Collected data entries:
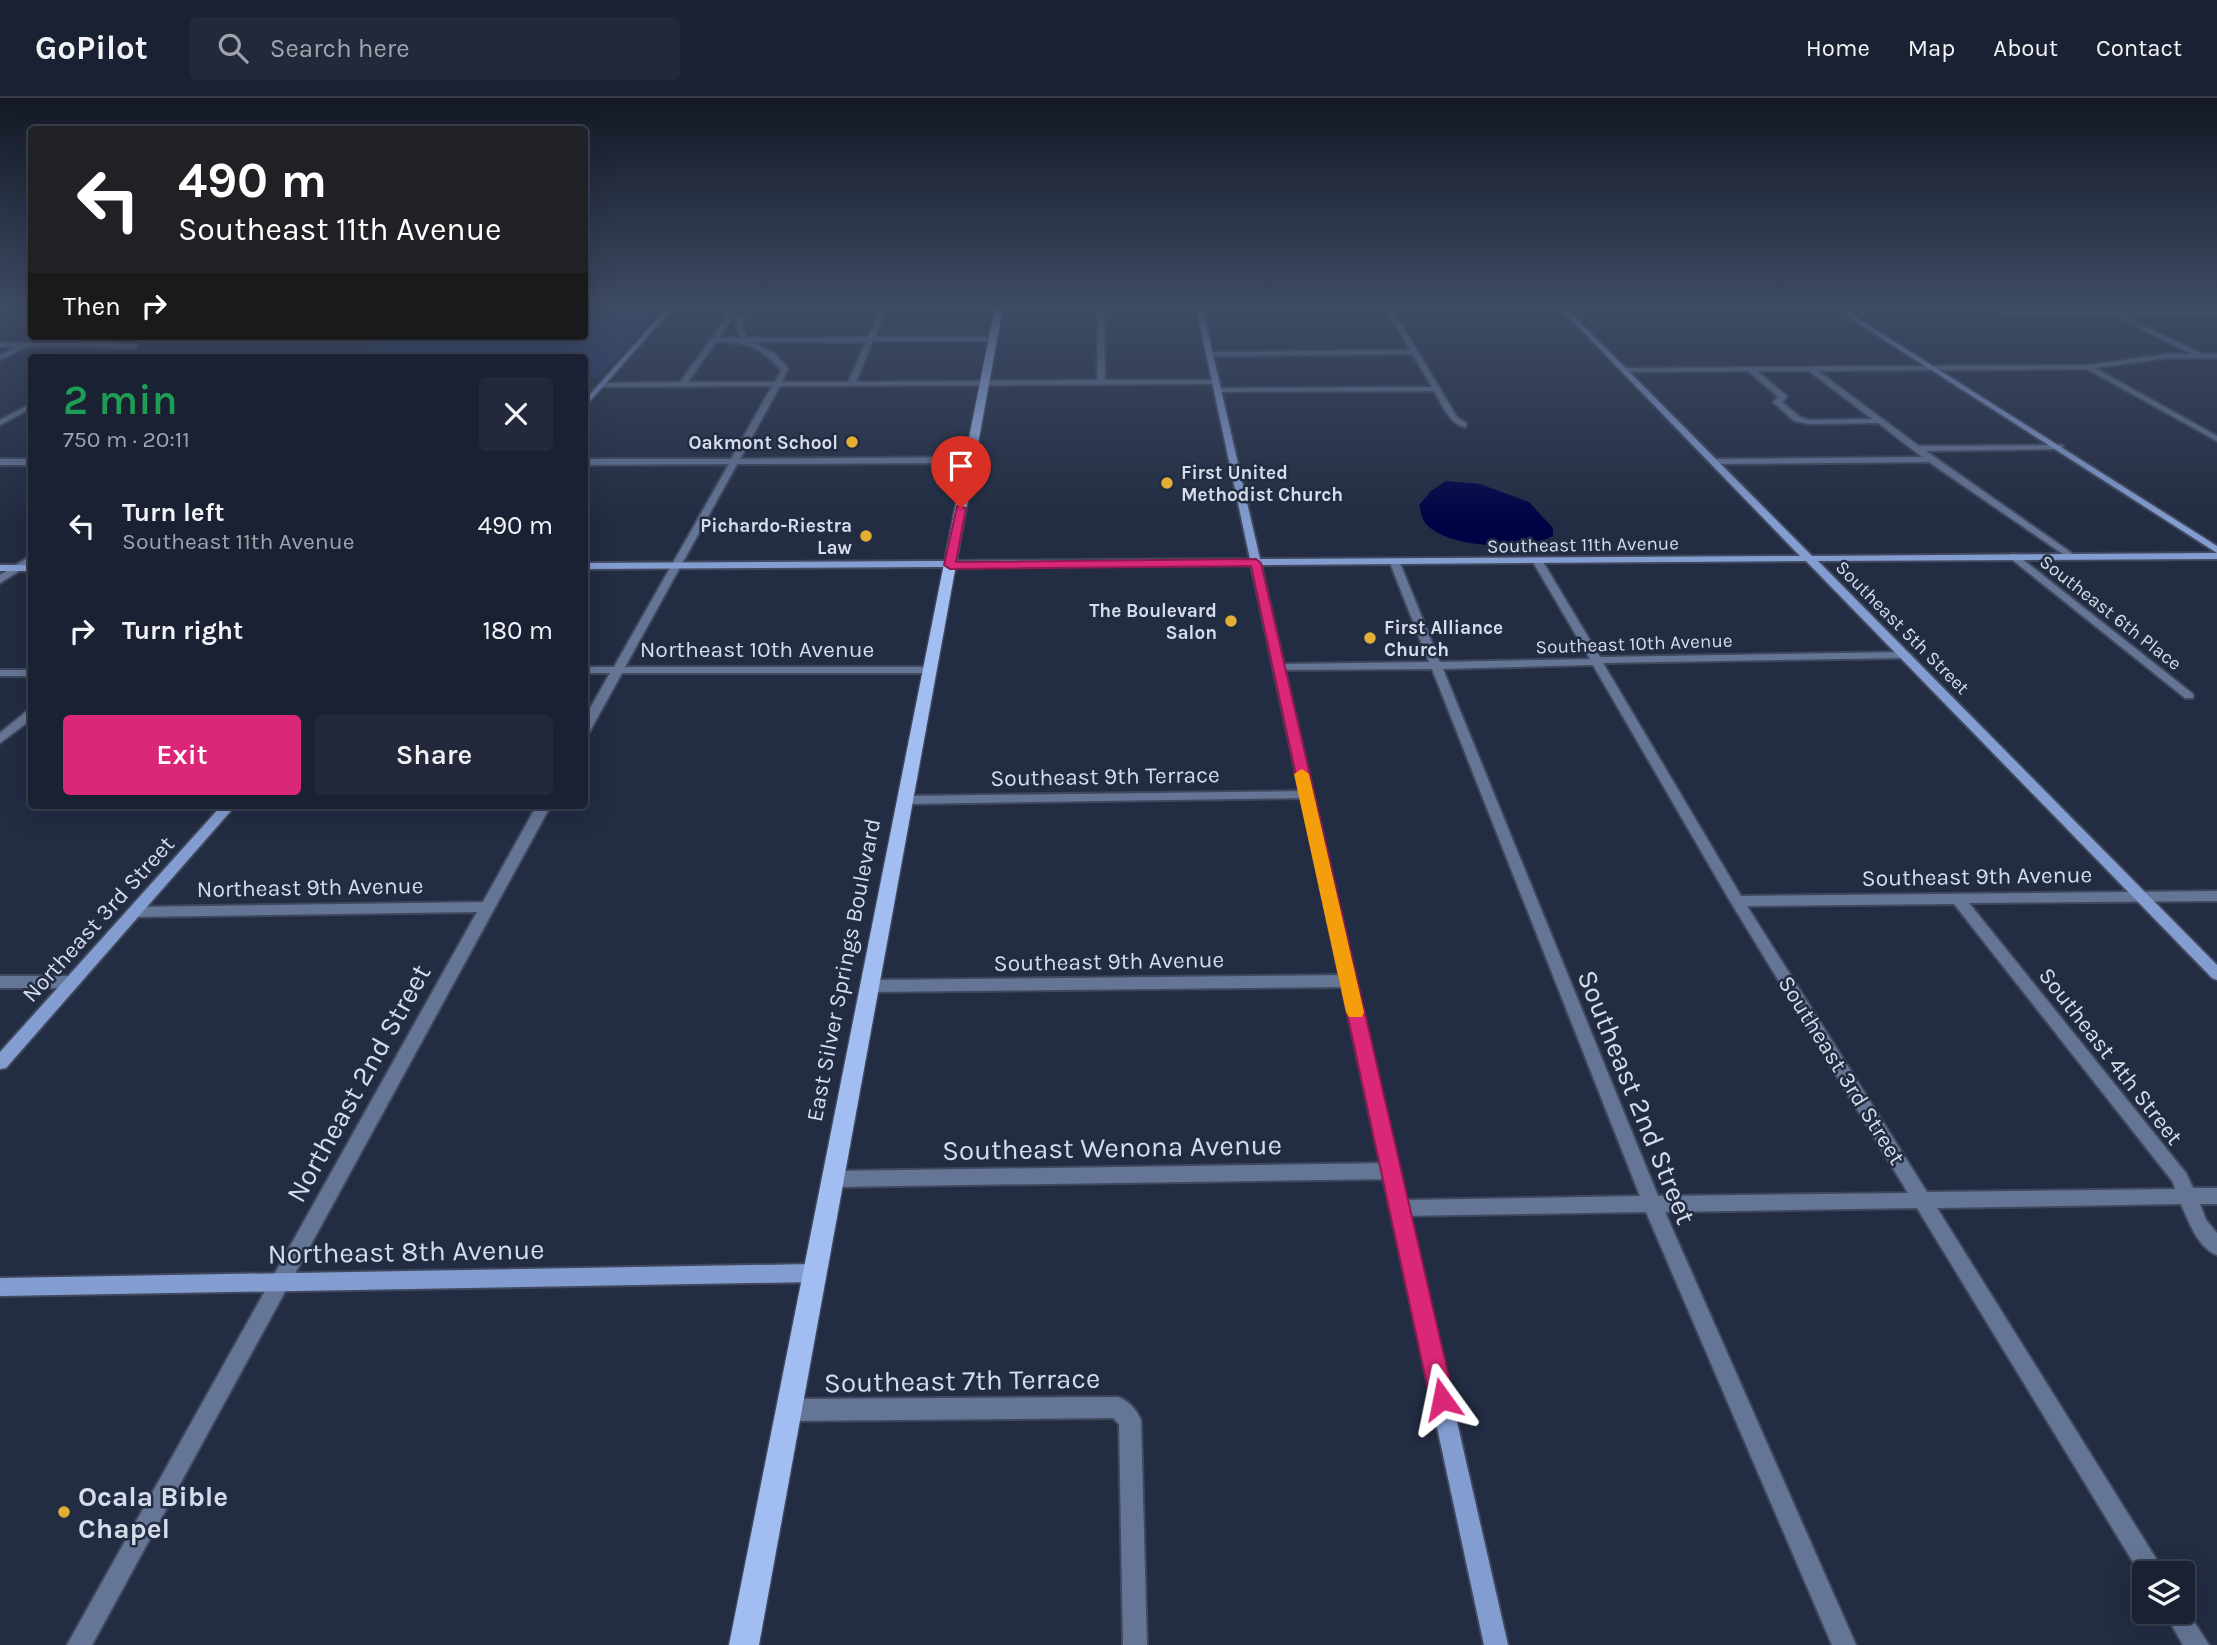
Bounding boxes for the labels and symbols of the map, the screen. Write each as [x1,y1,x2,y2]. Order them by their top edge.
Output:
place label: Oakmont School [688,432,838,454]
marker: Oakmont School [844,434,860,450]
pin [931,436,991,508]
place label: First United Methodist Church [1181,462,1343,506]
marker: First United Methodist Church [1159,475,1175,491]
place label: Pichardo-Riestra Law [700,515,853,559]
marker: Pichardo-Riestra Law [858,528,874,544]
street label: Southeast 11th Avenue [1487,532,1679,558]
street label: Southeast 6th Place [2035,551,2186,675]
street label: Southeast 5th Street [1831,556,1974,699]
place label: The Boulevard Salon [1089,600,1217,644]
marker: The Boulevard Salon [1223,613,1239,629]
place label: First Alliance Church [1384,617,1503,661]
marker: First Alliance Church [1362,630,1378,646]
street label: Southeast 10th Avenue [1535,630,1733,658]
street label: Northeast 10th Avenue [640,636,874,663]
street label: Southeast 9th Terrace [990,761,1220,792]
street label: East Silver Springs Boulevard [801,816,886,1124]
street label: Northeast 3rd Street [17,831,180,1008]
street label: Southeast 9th Avenue [1861,861,2093,892]
street label: Northeast 9th Avenue [196,872,424,903]
street label: Southeast 9th Avenue [993,946,1225,977]
street label: Northeast 2nd Street [279,959,438,1208]
street label: Southeast 4th Street [2033,962,2188,1151]
street label: Southeast 2nd Street [1570,965,1703,1229]
street label: Southeast 3rd Street [1772,971,1911,1170]
street label: Southeast Wenona Avenue [942,1128,1282,1167]
street label: Northeast 8th Avenue [267,1233,545,1270]
street label: Southeast 7th Terrace [824,1362,1100,1399]
position arrow [1405,1362,1479,1436]
place label: Ocala Bible Chapel [78,1480,228,1545]
marker: Ocala Bible Chapel [56,1504,72,1520]

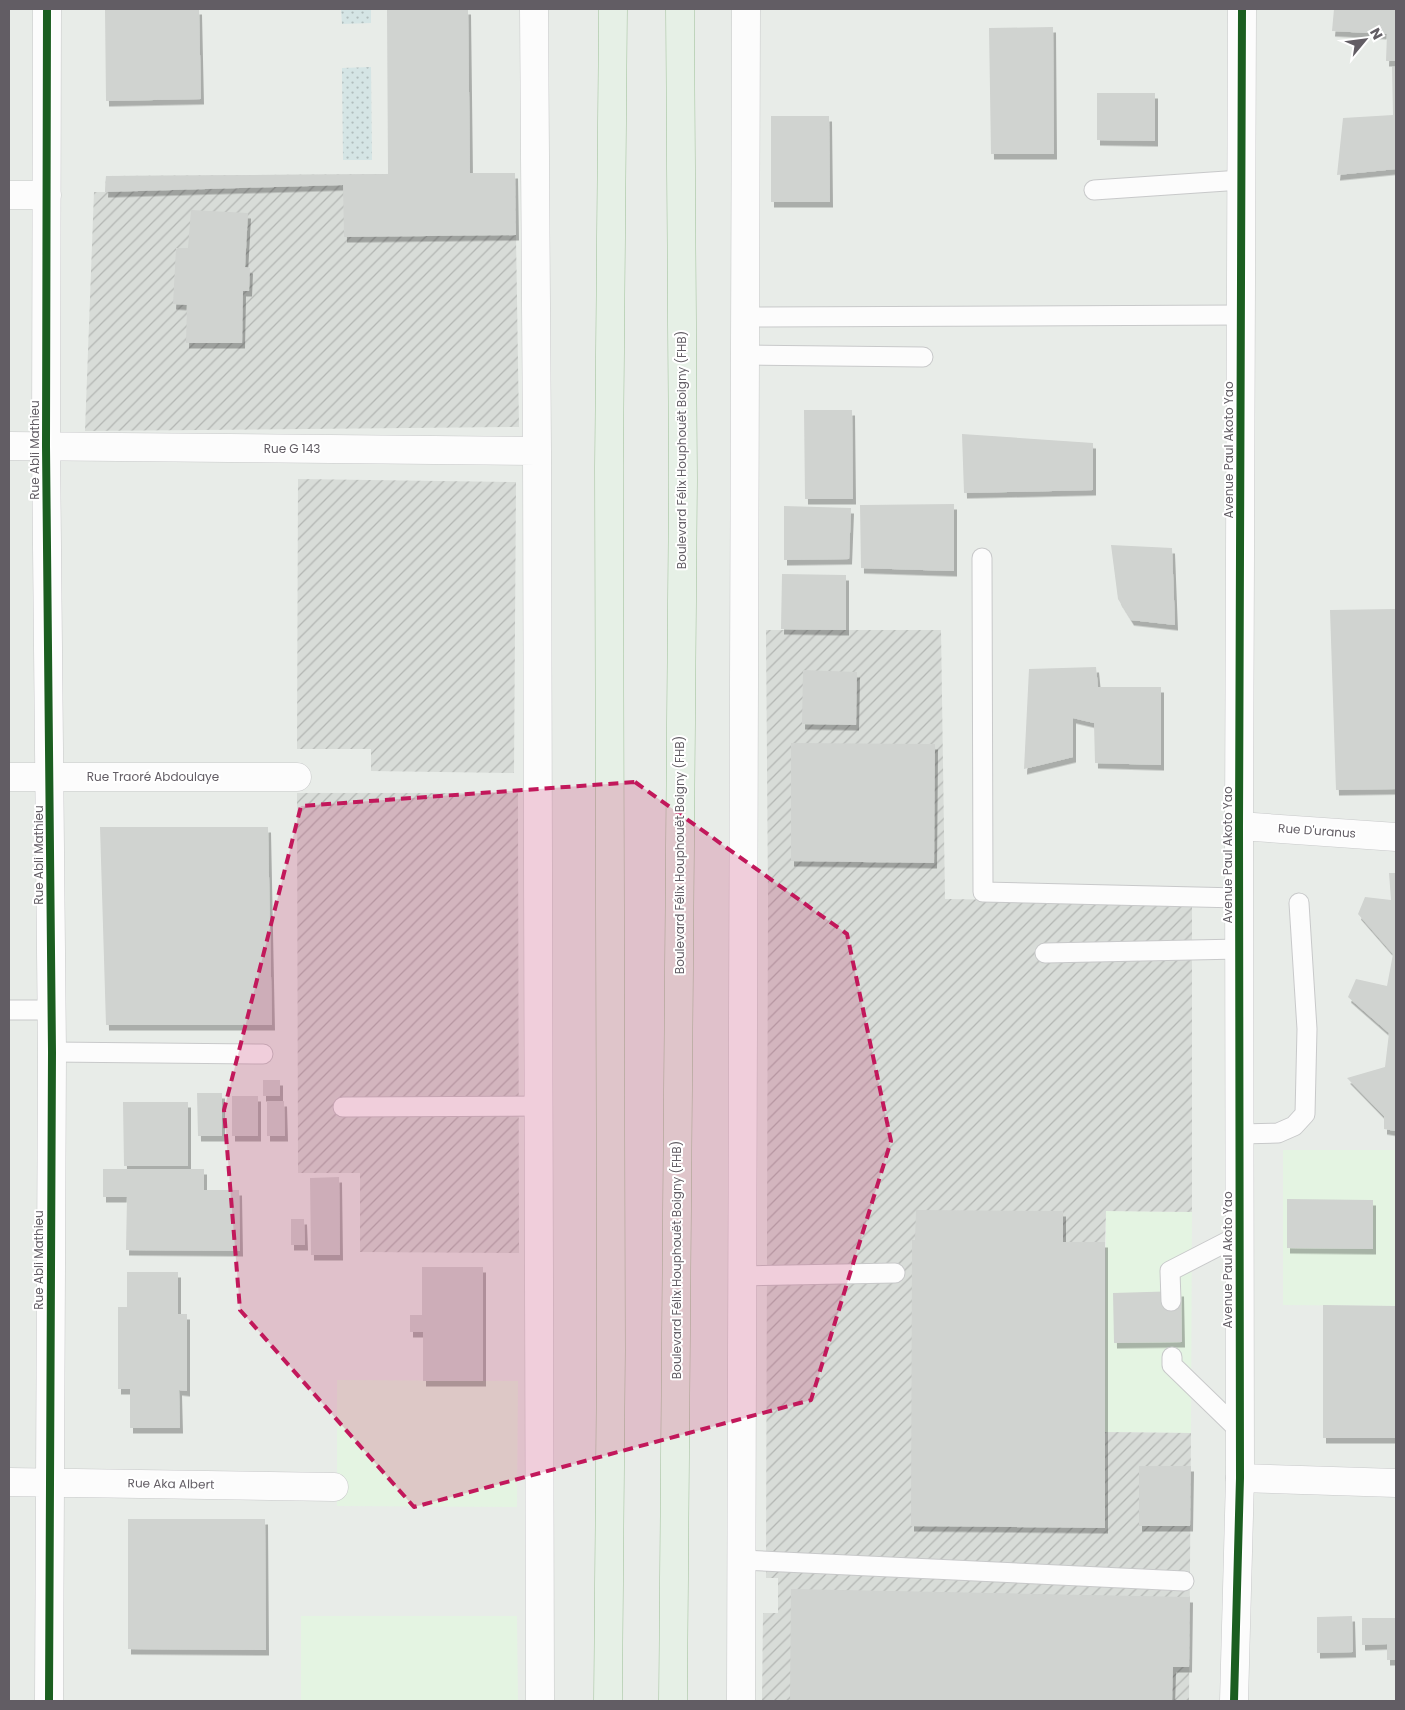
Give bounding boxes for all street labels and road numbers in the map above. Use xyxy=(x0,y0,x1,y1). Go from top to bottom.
street label: Boulevard Félix Houphouët Boigny (FHB) xyxy=(673,331,690,569)
street label: Avenue Paul Akoto Yao xyxy=(1220,381,1237,519)
street label: Rue Abli Mathieu xyxy=(26,400,43,500)
street label: Rue G 143 xyxy=(264,440,320,457)
street label: Boulevard Félix Houphouët Boigny (FHB) xyxy=(671,736,688,974)
street label: Rue Traoré Abdoulaye xyxy=(87,768,219,785)
street label: Avenue Paul Akoto Yao xyxy=(1219,786,1236,924)
street label: Rue Abli Mathieu xyxy=(30,805,47,905)
street label: Rue D'uranus xyxy=(1278,819,1356,842)
street label: Boulevard Félix Houphouët Boigny (FHB) xyxy=(668,1141,685,1379)
street label: Avenue Paul Akoto Yao xyxy=(1219,1191,1236,1329)
street label: Rue Abli Mathieu xyxy=(30,1210,47,1310)
street label: Rue Aka Albert xyxy=(128,1474,214,1493)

_ASSIGNMENT_. Throughout the data above, count the lines where the word "Church" occurs, and report that figure alone.

_RESULT BELOW_. 4